• THE PROBLEM: In the entries below, find the line containing "const dot = new Path2D();". Write out that line and all lines after it, exactly, and nothing else.

• DATA TO USE:
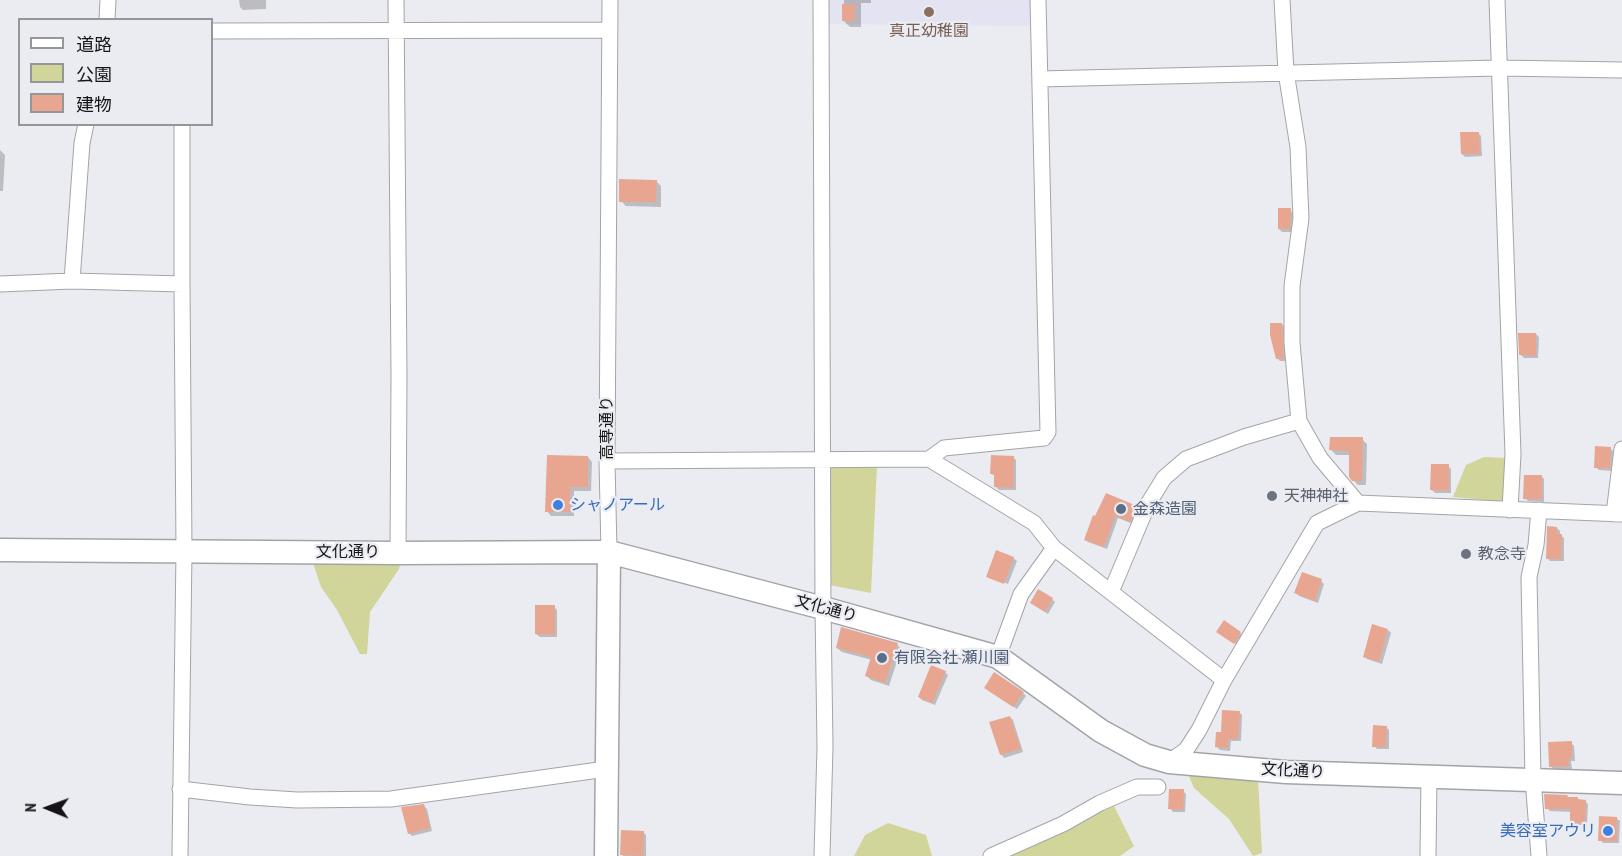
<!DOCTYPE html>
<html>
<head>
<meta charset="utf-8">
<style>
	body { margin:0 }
	#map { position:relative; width:1622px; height:856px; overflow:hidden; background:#ebecf2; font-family:"PT Sans Narrow","Noto Sans JP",sans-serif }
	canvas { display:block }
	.legend { position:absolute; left:18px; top:18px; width:195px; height:108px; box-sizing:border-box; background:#ebecf2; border:2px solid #95969a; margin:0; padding:8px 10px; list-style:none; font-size:18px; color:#151517 }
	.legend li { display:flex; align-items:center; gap:12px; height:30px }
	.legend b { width:30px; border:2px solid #95969a }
	.north { position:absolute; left:18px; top:778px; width:60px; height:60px; -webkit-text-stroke:4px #ebecf2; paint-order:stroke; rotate:271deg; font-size:16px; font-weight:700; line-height:24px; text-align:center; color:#151517 }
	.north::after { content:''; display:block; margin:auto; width:21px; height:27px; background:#151517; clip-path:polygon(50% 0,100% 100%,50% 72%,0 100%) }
</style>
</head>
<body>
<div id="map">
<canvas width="1622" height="856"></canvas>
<ul class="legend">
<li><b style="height:8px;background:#fff"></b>道路</li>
<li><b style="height:16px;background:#d1d59a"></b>公園</li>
<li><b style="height:16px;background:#e8a691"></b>建物</li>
</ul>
<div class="north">N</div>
</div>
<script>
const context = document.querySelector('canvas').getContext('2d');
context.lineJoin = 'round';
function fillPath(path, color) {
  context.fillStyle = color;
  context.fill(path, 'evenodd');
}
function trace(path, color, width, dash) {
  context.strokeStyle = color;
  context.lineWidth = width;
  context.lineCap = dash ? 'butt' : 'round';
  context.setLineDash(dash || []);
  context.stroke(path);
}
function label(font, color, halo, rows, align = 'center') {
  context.font = font + ' "PT Sans Narrow","Noto Sans JP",sans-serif';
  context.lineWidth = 4.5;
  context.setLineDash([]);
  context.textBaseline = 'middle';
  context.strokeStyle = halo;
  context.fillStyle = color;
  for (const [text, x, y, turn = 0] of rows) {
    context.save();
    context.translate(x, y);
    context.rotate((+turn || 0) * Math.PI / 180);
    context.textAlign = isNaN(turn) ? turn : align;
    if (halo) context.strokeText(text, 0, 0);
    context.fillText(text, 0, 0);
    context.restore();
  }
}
const built = new Path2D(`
	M 827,0 L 1030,0 L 1030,26 L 827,24 Z`);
const green = new Path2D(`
	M 1484,457 L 1507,458 L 1505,502 L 1453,497 L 1466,465 Z
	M 830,466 L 877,466 L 871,593 L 829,585 Z
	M 312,560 L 401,560 L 399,569 L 370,612 L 367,654 L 360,654 L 337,610 L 321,587 Z
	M 1188,774 L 1258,778 L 1262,853 L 1253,856 L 1229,819 L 1194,788 Z
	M 1114,806 L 1134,846 L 1120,856 L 1000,856 Z
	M 888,823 L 926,835 L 932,856 L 854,856 L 865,835 Z`);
const shadow = new Path2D(`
	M 239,0 L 266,0 L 266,9 L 243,10 L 240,7 Z
	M 844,0 L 871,0 L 871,3 L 861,3 L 861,27 L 850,27 L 844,21 Z
	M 1478,133 L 1481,136 L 1482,156 L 1465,157 L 1462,154 Z
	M 0,150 L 5,155 L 3,191 L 0,191 Z
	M 656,181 L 661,186 L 661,207 L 626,206 L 621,201 Z
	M 1290,210 L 1293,213 L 1292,232 L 1282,232 L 1279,229 Z
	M 1282,324 L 1285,327 L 1286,361 L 1280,361 L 1277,358 Z
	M 1536,334 L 1539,337 L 1538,358 L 1524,358 L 1521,355 Z
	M 1362,439 L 1367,444 L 1366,485 L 1358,485 L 1350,477 L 1351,455 L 1336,455 L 1331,450 Z
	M 1610,448 L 1613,451 L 1612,471 L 1599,470 L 1596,467 Z
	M 588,457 L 592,462 L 591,491 L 574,491 L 574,516 L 551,516 L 547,511 Z
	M 1013,457 L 1016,460 L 1016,490 L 999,490 L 996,487 L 996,477 L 992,474 Z
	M 1448,466 L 1451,469 L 1451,493 L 1435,493 L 1432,490 Z
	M 1541,476 L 1544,479 L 1544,502 L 1528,501 L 1525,498 Z
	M 1136,507 L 1139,510 L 1133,524 L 1118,518 L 1107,549 L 1088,542 L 1085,539 L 1094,517 Z
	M 1557,528 L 1560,531 L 1560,535 L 1564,538 L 1564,561 L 1550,561 L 1547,558 Z
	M 997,552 L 1013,558 L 1017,561 L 1008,584 L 989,576 Z
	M 1321,581 L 1324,584 L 1318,603 L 1299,596 L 1296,593 Z
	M 1052,599 L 1055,602 L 1048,614 L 1031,603 Z
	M 554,607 L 557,610 L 557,637 L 540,637 L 536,634 Z
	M 1388,630 L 1391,633 L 1382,664 L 1367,659 L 1364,656 Z
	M 1240,633 L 1243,636 L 1238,645 L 1221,635 Z
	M 897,644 L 901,649 L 889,686 L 871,680 L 867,676 L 872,660 L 842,652 L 837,648 Z
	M 945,672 L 948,675 L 935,705 L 922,700 L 919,697 Z
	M 989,691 L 1023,693 L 1026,696 L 1017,709 Z
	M 1239,712 L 1242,715 L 1241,741 L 1231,741 L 1230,751 L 1220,750 L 1217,747 L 1222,734 Z
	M 1010,717 L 1013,720 L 1023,752 L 1004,758 L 1001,754 Z
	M 1386,727 L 1389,730 L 1389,749 L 1377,749 L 1374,746 Z
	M 1571,743 L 1574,746 L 1575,761 L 1571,761 L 1572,769 L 1554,770 L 1551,766 Z
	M 1183,791 L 1186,794 L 1185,812 L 1173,812 L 1170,808 Z
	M 1567,796 L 1569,799 L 1585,801 L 1588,804 L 1587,825 L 1575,825 L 1572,822 L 1572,812 L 1550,811 L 1547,808 Z
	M 424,806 L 427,809 L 432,831 L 412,836 L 409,833 Z
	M 1616,818 L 1620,821 L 1619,843 L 1603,843 L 1600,840 Z
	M 643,832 L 646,835 L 646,856 L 623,856 L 622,854 Z`);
const building = new Path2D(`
	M 842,4 L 855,4 L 855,21 L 842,21 Z
	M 1460,132 L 1479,132 L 1480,154 L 1461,154 Z
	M 619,179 L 657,180 L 656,202 L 619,202 Z
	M 1278,208 L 1291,208 L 1290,229 L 1278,229 Z
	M 1270,323 L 1282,323 L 1284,359 L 1276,359 L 1270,335 Z
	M 1518,333 L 1536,333 L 1536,356 L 1519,355 Z
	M 1330,437 L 1363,437 L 1362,481 L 1352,481 L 1349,477 L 1349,451 L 1329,450 Z
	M 1595,446 L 1611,447 L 1610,468 L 1594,468 Z
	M 547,455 L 588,456 L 588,487 L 570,487 L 570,512 L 545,512 Z
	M 991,455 L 1014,456 L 1013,488 L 994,487 L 994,474 L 990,474 Z
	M 1431,464 L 1449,464 L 1449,491 L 1430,490 Z
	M 1524,475 L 1542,475 L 1542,499 L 1523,499 Z
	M 1106,493 L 1137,506 L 1130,522 L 1115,516 L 1104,547 L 1084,540 L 1093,515 L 1095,516 Z
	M 1547,526 L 1557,527 L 1557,534 L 1562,534 L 1561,559 L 1546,559 Z
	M 996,550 L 1014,557 L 1004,584 L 986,577 Z
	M 1302,572 L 1322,579 L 1315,601 L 1294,593 Z
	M 1038,589 L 1053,598 L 1045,612 L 1030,603 Z
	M 535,605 L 555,605 L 555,635 L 535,634 Z
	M 1224,620 L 1241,632 L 1234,644 L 1216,632 Z
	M 1372,624 L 1388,629 L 1379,662 L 1363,657 Z
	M 841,627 L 898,643 L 885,683 L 865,676 L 871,657 L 836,648 Z
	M 931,665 L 946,671 L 932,703 L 918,697 Z
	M 994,672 L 1024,692 L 1013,707 L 984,688 Z
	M 1222,710 L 1240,711 L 1238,739 L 1228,739 L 1228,748 L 1215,747 L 1216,732 L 1221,732 Z
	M 1010,716 L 1021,749 L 1000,755 L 989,722 Z
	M 1373,725 L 1387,726 L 1386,747 L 1372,747 Z
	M 1572,741 L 1572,758 L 1569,758 L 1569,766 L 1549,767 L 1548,742 Z
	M 1169,789 L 1184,789 L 1183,810 L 1168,809 Z
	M 1544,794 L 1568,795 L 1567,797 L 1578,797 L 1578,799 L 1586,800 L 1585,823 L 1570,823 L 1570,809 L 1545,809 Z
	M 424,804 L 430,828 L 408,834 L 401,807 Z
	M 1599,816 L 1617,817 L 1617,841 L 1598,841 Z
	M 621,830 L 644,831 L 643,856 L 620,855 Z`);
const street = new Path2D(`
	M 396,0 L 399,375 L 398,553
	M 821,0 L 823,608 L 825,747 L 822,856
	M 1282,0 L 1286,72 L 1298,147 L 1300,196 L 1301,218 L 1292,286 L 1292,343 L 1299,421 L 1320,458 L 1358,503
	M 1497,0 L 1513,454 L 1510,510
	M 107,20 L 108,0
	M 212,31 L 609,30
	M 1040,79 L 1499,68 L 1622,70
	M 72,281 L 82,143 L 86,124
	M 0,284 L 72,281 L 182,284
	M 929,459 L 944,448 L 1044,438 L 1048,432 L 1038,0
	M 607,461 L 929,459 L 1034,523 L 1054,548 L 1224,680
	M 1539,510 L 1536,545 L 1529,577 L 1533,779 L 1539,856
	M 1614,514 L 1622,449
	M 609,552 L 607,461 L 610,0
	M 1111,592 L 1148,504 L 1164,478 L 1186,459 L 1244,437 L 1299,421
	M 998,657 L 1021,594 L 1054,548
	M 1169,762 L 1186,750 L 1199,730 L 1224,680 L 1317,523 L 1358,503 L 1622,514
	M 180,789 L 250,797 L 297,800 L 391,799 L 606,769
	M 180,856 L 184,551 L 182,284 L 182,124
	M 991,856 L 1063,824 L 1100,803 L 1137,787 L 1158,787
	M 1428,856 L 1429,776`);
const secondary = new Path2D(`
	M 0,550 L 398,553 L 609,552 L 823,608 L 998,657 L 1101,731 L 1145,755 L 1169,762 L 1286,772 L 1622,783
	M 606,856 L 609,552`);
const markers = [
	[929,12,6,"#8d6e63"],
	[1272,496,6,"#6b7280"],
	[558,505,6,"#3f7fe0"],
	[1121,509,6,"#5c6f8a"],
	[1466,554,6,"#6b7280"],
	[882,658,6,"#5c6f8a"],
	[1608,831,6,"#3f7fe0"]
];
const educationNames = [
	["真正幼稚園",929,31]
];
const streetNames = [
	["高専通り",607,428,-90],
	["文化通り",348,552],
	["文化通り",826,609,15],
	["文化通り",1293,771,3]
];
const worshipNames = [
	["天神神社",1284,496],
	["教念寺",1478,554]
];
const shopNames = [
	["シャノアール",570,505],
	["美容室アウリ",1596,831,"right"]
];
const serviceNames = [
	["金森造園",1133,509],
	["有限会社 瀬川園",894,658]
];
fillPath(built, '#e3e3f1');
fillPath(green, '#d1d59a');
fillPath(shadow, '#0003');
fillPath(building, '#e8a691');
trace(street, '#a3a4a9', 17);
trace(secondary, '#a3a4a9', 25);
trace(street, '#fff', 15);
trace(secondary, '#fff', 22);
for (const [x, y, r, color] of markers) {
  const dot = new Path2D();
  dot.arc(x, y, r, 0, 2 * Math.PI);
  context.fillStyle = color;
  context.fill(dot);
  trace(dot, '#ebecf2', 2);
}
label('16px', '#785e54', '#ebecf2', educationNames);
label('16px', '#151517', '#ebecf2', streetNames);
label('16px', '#5b616d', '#ebecf2', worshipNames, 'left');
label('16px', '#366cbe', '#ebecf2', shopNames, 'left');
label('16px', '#4e5e75', '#ebecf2', serviceNames, 'left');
</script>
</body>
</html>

• WRITTEN RESPONSE:
  const dot = new Path2D();
  dot.arc(x, y, r, 0, 2 * Math.PI);
  context.fillStyle = color;
  context.fill(dot);
  trace(dot, '#ebecf2', 2);
}
label('16px', '#785e54', '#ebecf2', educationNames);
label('16px', '#151517', '#ebecf2', streetNames);
label('16px', '#5b616d', '#ebecf2', worshipNames, 'left');
label('16px', '#366cbe', '#ebecf2', shopNames, 'left');
label('16px', '#4e5e75', '#ebecf2', serviceNames, 'left');
</script>
</body>
</html>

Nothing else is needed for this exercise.